Now let's plot (Figure \@ref(fig:plotcompare)).
```{r plotcompare, dependson = "frequency", fig.width=10, fig.height=5, fig.cap="Comparing the word frequencies of Jane Austen, the Brontë sisters, and H.G. Wells"}
library(scales)
# expect a warning about rows with missing values being removed
ggplot(frequency, aes(x = proportion, y = `Jane Austen`,
color = abs(`Jane Austen` - proportion))) +
geom_abline(color = "gray40", lty = 2) +
geom_jitter(alpha = 0.1, size = 2.5, width = 0.3, height = 0.3) +
geom_text(aes(label = word), check_overlap = TRUE, vjust = 1.5) +
scale_x_log10(labels = percent_format()) +
scale_y_log10(labels = percent_format()) +
scale_color_gradient(limits = c(0, 0.001),
low = "darkslategray4", high = "gray75") +
facet_wrap(~author, ncol = 2) +
theme(legend.position="none") +
labs(y = "Jane Austen", x = NULL)
```
Words that are close to the line in these plots have similar frequencies in both sets of texts, for example, in both Austen and Brontë texts ("miss", "time", "day" at the upper frequency end) or in both Austen and Wells texts ("time", "day", "brother" at the high frequency end). Words that are far from the line are words that are found more in one set of texts than another. For example, in the Austen-Brontë panel, words like "elizabeth", "emma", and "fanny" (all proper nouns) are found in Austen's texts but not much in the Brontë texts, while words like "arthur" and "dog" are found in the Brontë texts but not the Austen texts. In comparing H.G. Wells with Jane Austen, Wells uses words like "beast", "guns", "feet", and "black" that Austen does not, while Austen uses words like "family", "friend", "letter", and "dear" that Wells does not.

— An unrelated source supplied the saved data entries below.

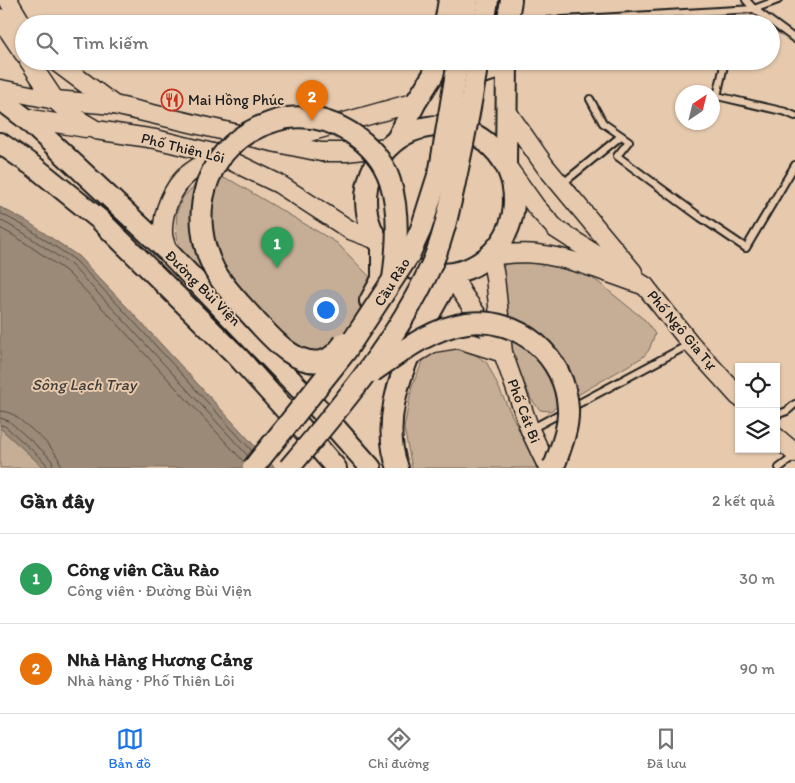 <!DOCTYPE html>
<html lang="vi">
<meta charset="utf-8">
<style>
:root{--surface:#fff;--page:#f6f6f6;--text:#222;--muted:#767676;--line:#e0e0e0;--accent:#1a73e8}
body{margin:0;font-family:Itim,sans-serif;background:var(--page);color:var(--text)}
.controls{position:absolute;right:15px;bottom:15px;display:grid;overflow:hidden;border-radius:0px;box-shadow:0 1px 4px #0004}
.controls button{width:45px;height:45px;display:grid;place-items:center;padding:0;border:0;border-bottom:1px solid var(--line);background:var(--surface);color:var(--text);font:25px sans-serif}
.compass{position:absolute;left:675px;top:85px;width:45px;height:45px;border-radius:50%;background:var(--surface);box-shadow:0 1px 4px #0004;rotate:35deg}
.you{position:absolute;left:325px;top:309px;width:18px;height:18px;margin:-12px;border:4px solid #fff;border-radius:50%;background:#1a73e8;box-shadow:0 0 0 8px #1a73e833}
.badge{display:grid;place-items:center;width:32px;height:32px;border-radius:50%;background:var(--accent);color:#fff;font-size:16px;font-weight:700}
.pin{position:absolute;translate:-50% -41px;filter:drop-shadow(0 1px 2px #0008)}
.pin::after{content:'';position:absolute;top:26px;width:18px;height:15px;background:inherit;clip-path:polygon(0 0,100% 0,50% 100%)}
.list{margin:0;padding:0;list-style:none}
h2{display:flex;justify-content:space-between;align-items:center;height:65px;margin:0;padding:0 20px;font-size:21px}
h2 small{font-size:16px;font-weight:400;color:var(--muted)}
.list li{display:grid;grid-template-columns:32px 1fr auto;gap:15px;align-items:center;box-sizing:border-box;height:90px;padding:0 20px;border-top:1px solid var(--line)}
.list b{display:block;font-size:19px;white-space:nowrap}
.list p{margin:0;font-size:16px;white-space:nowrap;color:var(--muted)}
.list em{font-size:16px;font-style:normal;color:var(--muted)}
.icon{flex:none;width:28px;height:28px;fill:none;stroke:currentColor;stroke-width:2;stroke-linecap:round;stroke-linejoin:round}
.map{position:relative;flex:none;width:795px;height:468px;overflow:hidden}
.search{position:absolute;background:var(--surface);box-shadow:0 1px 4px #0004;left:15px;right:15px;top:15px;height:55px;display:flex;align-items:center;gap:12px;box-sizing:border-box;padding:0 18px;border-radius:28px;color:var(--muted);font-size:19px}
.sheet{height:245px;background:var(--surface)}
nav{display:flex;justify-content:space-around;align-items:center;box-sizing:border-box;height:70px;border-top:1px solid var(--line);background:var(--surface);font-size:14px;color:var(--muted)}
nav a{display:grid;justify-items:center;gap:2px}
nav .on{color:var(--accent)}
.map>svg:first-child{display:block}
.green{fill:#c6ae96;stroke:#716559}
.water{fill:#9c8a78;stroke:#695e53}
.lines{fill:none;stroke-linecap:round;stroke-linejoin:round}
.shore{stroke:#4f4841;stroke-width:1}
.lane-casing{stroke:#1c1c1c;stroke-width:10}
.secondary-casing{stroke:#1c1c1c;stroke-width:21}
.primary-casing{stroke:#1c1c1c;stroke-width:24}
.lane{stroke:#e7caae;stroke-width:6}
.secondary{stroke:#e7caae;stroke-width:18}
.primary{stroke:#e7caae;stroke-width:20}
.primary-bridge-casing{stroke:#1c1c1c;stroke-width:24;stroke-linecap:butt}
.primary-bridge{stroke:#e7caae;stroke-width:20}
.labels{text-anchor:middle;stroke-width:4;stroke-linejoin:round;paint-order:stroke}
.poi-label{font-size:15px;fill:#1c1c1c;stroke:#e7caae;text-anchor:start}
.street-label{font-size:15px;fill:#1c1c1c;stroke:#e7caae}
.water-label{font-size:16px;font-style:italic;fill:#423d38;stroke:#e7caae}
</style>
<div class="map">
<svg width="795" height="468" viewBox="0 0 795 468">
<rect width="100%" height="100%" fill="#e7caae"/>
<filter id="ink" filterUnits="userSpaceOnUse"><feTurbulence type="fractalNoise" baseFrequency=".02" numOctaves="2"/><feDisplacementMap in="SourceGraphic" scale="10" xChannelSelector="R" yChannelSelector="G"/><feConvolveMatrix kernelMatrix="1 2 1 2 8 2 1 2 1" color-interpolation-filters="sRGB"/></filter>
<g filter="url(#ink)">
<g class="green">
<path d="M219,177L232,181L337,243L369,276L376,298L327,372L311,374L281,360L179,252L176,227L177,212L183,197L199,182Z"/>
<path d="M527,257L577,268L598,282L646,321L655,334L649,350L643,357L550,411L540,410L531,399L506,338L501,273L507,260Z"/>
<path d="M458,348L476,355L487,363L537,468H412L404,428L412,386L423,361L436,351Z"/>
<path d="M0,428L38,462L44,468H0Z"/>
</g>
<path class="water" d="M0,207L28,222L78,256L126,306L275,468H44L0,428Z"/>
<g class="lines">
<g class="shore">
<path d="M0,213L26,227L75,260L123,310L252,451"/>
<path d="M0,220L22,232L71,265L118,314L248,456"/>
<path d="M0,228L18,238L66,271L113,319L244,462"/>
<path d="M0,411L7,412L14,415C28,427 60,449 61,468"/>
<path d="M0,418L9,421L46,454L52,461L53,468"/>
<path d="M0,425L5,426L41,458L46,464L47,468"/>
</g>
<g class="lane-casing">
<g id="lane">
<path d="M746,0L754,9L795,39"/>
<path d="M511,23L754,9L778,0"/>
<path d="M725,61L717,96L786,112L795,116"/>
<path d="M590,99L603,123L629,141L617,156L700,217L746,248L795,165"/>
<path d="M562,184L621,136"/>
<path d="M776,415L787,411L795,404"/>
<path d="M531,429L690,344"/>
<path d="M779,468L795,456"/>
</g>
</g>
<g class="secondary-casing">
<g id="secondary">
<path d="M8,0L24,27"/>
<path d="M0,18L24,54"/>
<path d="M29,61L55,100L74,117L96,130L155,139L217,154L279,184L350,230L377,240"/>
<path d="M55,61L114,105L272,142L321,152H346L387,147"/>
<path d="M0,89L55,100L114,105"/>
<path d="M506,110L545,166L633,272"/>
<path d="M25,118L86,128"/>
<path d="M277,141L416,102"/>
<path d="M506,165L536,207L556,229L645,286L691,344L739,397"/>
<path d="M168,252C166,246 163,239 163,233C162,212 172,188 188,174C197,167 208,161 217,154"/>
<path d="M452,274L462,293L489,332"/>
<path d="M416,353L433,343L458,339L503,353"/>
<path d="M776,437L795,453"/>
<path d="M548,468L530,430L503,353L495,277L491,256C506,254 522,252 537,254C574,258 610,274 645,286"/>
</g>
</g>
<g class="primary-casing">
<g id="primary">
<path d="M445,24L449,0"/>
<path d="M464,24L468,0"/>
<path d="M484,24L488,0"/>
<path d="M507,24L511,0"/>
<path d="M460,71C477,78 491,71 507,64"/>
<path d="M0,99L25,118L168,252L319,409L371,468"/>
<circle cx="440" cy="200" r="74"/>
<path d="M397,139L416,102L433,75L437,61"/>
<path d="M0,143L36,168L99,219L238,357L300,426L336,468"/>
<path d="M506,165L507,61"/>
<path d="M370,301L382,279V247"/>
<path d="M398,468C374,405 421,328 452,274"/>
</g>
</g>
<use href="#lane" class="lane"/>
<use href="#secondary" class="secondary"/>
<use href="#primary" class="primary"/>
<g class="primary-bridge-casing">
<g id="primary-bridge">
<path d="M344,343C338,351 332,359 321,361C295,366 272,338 256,321C242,305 226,290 215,271C187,218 203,152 259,127C269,123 278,119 288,118C330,112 377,141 390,181C400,213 397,247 393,279"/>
<path d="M372,372C400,353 431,328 467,323C519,316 566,357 568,409C569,428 561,447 555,464L552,468"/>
<path d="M253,468L346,351L409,255L421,229L440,169L458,61"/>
<path d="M289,468C341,406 396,342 430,268C444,238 450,205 457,173C465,136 472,99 478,61"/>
</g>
</g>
<use href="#primary-bridge" class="primary-bridge"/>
</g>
</g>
<defs>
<g id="restaurant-ring" transform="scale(1.125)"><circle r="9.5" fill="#e7caae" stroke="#c8321e" stroke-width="1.5"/><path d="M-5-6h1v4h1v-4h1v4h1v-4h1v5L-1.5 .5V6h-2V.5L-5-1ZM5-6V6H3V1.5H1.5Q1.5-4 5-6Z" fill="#c8321e"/></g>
</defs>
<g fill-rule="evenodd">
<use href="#restaurant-ring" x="172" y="100"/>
</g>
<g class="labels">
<g class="poi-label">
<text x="188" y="105">Mai Hồng Phúc</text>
</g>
<g class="street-label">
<text transform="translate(183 148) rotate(14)" y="5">Phố Thiên Lôi</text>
<text transform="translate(392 282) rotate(-58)" y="5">Cầu Rào</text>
<text transform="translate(203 288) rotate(45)" y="5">Đường Bùi Viện</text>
<text transform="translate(682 330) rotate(50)" y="5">Phố Ngô Gia Tự</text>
<text transform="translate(524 411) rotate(69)" y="5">Phố Cát Bi</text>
</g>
<g class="water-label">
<text x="84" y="390">Sông Lạch Tray</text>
</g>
</g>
</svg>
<div class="controls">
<button><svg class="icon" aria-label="locate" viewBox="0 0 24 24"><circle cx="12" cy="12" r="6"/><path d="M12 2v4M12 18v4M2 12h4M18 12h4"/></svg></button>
<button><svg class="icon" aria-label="layers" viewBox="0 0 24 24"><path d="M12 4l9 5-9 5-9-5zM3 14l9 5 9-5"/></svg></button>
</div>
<svg class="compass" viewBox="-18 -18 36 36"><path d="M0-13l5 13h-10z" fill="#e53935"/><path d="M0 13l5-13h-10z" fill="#767676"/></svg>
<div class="you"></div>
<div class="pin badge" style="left:277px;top:268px;background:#2e9e5b">1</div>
<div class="pin badge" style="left:312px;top:121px;background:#e8710a">2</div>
<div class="search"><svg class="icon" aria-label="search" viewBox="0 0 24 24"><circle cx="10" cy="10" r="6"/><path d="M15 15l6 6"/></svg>Tìm kiếm</div>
</div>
<section class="sheet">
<h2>Gần đây<small>2 kết quả</small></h2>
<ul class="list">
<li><span class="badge" style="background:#2e9e5b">1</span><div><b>Công viên Cầu Rào</b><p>Công viên · Đường Bùi Viện</p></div><em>30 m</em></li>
<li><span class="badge" style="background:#e8710a">2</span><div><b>Nhà Hàng Hương Cảng</b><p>Nhà hàng · Phố Thiên Lôi</p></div><em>90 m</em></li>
</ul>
</section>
<nav>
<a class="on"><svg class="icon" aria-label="map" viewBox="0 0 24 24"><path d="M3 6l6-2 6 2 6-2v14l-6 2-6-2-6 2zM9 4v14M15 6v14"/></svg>Bản đồ</a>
<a><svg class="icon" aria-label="directions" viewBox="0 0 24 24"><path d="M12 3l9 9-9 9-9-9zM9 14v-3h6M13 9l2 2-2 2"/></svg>Chỉ đường</a>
<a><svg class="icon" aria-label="saved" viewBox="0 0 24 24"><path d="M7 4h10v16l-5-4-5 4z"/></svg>Đã lưu</a>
</nav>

Overall, notice in Figure \@ref(fig:plotcompare) that the words in the Austen-Brontë panel are closer to the zero-slope line than in the Austen-Wells panel. Also notice that the words extend to lower frequencies in the Austen-Brontë panel; there is empty space in the Austen-Wells panel at low frequency. These characteristics indicate that Austen and the Brontë sisters use more similar words than Austen and H.G. Wells. Also, we see that not all the words are found in all three sets of texts and there are fewer data points in the panel for Austen and H.G. Wells.
Let's quantify how similar and different these sets of word frequencies are using a correlation test. How correlated are the word frequencies between Austen and the Brontë sisters, and between Austen and Wells?
```{r cor_test, dependson = "frequency"}
cor.test(data = frequency[frequency$author == "Brontë Sisters",],
~ proportion + `Jane Austen`)
cor.test(data = frequency[frequency$author == "H.G. Wells",],
~ proportion + `Jane Austen`)
```
Just as we saw in the plots, the word frequencies are more correlated between the Austen and Brontë novels than between Austen and H.G. Wells.
## Summary
In this chapter, we explored what we mean by tidy data when it comes to text, and how tidy data principles can be applied to natural language processing. When text is organized in a format with one token per row, tasks like removing stop words or calculating word frequencies are natural applications of familiar operations within the tidy tool ecosystem. The one-token-per-row framework can be extended from single words to n-grams and other meaningful units of text, as well as to many other analysis priorities that we will consider in this book.